In assessing the Group's prospects and resilience, the Directors have done so
with reference to its current financial position and prospects, its credit
facilities, its recent and historical financial performance, and forecasts.
The Directors have modelled scenarios representing varying degrees of severity
and have considered the impact of changes in working capital, foreign exchange
rates, revenues and margins both separately and simultaneously. These
assumptions are those that would arise from the aforementioned uncertainties
and that would adversely impact cash generation and profitability. Using these
assumptions, Group headroom and covenant compliance have been assessed
throughout the going concern (twelve-month) and viability (three-year)
periods.
The modelling indicated that the Group would retain sufficient headroom on
total facilities and comply with its banking covenants throughout the tested
periods. In the most adverse scenario, where all risks are stressed
simultaneously by 10% or more, the Group's subsidiary, R C Treatt & Co
Ltd, would breach its banking facility limit in October 2025, but in that
event the Group would act swiftly to activate the mitigations described below,
or recapitalise the company using cash elsewhere in the business.
A further 'reverse stress test' scenario was modelled to find a sustained
reduction in revenue that would give rise to a breach of the Group's covenant
conditions and the Group's headroom on facilities within the viability period.
This scenario was then stress-tested further by overlaying the adverse impact
of a decline in profit margins.
Under the reverse-engineered scenario, it was determined that a continuous
decline in sales of greater than 36.0% per annum, or 29.0% per annum alongside
a 400bps decline in margin for two consecutive years, with no mitigating
measures put in place, would result in a breach of the financial covenants in
Treatt USA, Inc and a breach of R C Treatt's facility limit by around October
2025, followed by a breach of overall Group facility limits in October 2026.
The possibility of these severe scenarios materialising is considered remote.
In addition, it is implausible that the Group would not act swiftly and
decisively to activate mitigations such as operating cost savings, reduction
in capital expenditure, and delaying or cancelling future dividend payments to
avoid a breach of its banking limits or covenants.

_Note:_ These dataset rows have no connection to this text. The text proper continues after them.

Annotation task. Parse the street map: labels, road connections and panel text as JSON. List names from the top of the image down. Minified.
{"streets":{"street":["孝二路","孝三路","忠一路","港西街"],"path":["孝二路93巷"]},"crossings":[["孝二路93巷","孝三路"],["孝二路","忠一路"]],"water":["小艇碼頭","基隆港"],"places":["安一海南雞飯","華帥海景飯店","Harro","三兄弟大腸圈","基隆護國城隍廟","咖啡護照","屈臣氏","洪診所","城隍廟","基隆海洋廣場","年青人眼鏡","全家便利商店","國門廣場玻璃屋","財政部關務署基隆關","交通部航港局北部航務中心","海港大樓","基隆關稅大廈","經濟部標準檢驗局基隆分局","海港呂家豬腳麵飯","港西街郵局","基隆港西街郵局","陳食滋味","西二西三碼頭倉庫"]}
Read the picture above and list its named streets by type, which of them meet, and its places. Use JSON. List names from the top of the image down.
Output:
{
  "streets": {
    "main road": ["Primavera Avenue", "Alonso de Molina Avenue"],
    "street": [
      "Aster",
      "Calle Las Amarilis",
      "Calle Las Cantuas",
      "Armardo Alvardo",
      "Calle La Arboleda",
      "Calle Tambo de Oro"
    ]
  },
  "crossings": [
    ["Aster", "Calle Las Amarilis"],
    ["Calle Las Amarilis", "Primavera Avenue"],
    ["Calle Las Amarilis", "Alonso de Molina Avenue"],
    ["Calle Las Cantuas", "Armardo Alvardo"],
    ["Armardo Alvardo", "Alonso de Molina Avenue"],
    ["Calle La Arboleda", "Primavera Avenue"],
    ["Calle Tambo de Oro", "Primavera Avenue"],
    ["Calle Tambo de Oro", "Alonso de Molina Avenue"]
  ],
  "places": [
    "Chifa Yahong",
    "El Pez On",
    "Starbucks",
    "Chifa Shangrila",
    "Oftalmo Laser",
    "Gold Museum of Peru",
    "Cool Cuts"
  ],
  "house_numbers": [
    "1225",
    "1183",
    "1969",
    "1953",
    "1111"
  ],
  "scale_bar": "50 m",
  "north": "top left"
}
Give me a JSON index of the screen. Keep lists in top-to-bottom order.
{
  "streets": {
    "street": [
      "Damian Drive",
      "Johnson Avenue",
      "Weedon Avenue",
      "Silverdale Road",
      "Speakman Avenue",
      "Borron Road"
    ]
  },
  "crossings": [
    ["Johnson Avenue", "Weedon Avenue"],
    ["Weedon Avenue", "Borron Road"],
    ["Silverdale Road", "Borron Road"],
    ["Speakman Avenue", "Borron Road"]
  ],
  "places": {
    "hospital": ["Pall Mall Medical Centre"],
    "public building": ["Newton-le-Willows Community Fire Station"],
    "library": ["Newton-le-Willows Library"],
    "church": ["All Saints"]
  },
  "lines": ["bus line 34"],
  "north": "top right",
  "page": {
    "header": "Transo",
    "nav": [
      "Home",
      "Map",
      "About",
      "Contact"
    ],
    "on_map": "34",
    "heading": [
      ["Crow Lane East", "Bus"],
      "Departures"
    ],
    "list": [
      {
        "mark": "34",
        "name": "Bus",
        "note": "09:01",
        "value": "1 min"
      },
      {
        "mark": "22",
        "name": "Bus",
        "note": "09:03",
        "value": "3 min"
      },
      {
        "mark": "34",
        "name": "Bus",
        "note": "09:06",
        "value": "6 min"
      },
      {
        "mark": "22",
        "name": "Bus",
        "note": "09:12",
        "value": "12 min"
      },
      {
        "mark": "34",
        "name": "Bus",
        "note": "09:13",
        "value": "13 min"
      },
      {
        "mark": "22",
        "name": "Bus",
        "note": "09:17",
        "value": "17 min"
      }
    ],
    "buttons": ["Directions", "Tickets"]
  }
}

Having considered the range of stress-test scenarios and the Group's proven
ability to adapt to and manage adversity, the Directors have not identified
any material uncertainties which would affect the Group's ability to continue
as a going concern for a period of at least twelve months from the date this
report is approved. Accordingly, they continue to adopt the going concern
basis of accounting in preparing these financial statements.
5. RISKS AND UNCERTAINTIES
The operation of a public company involves a series of risks and uncertainties
across a range of strategic, commercial, operational and financial areas. The
principal risks and uncertainties that could have a material impact on the
Group's performance over the next twelve months (for example, causing actual
results to differ materially from expected results or from those experienced
previously) are the same in all material respects as those detailed on pages
62 to 67 of the audited 2022 Annual Report and Financial Statements.
6. SEGMENTAL INFORMATION
Group
Business segments
IFRS 8 requires operating segments to be identified on the basis of internal
financial information reported to the Chief Operating Decision Maker ('CODM').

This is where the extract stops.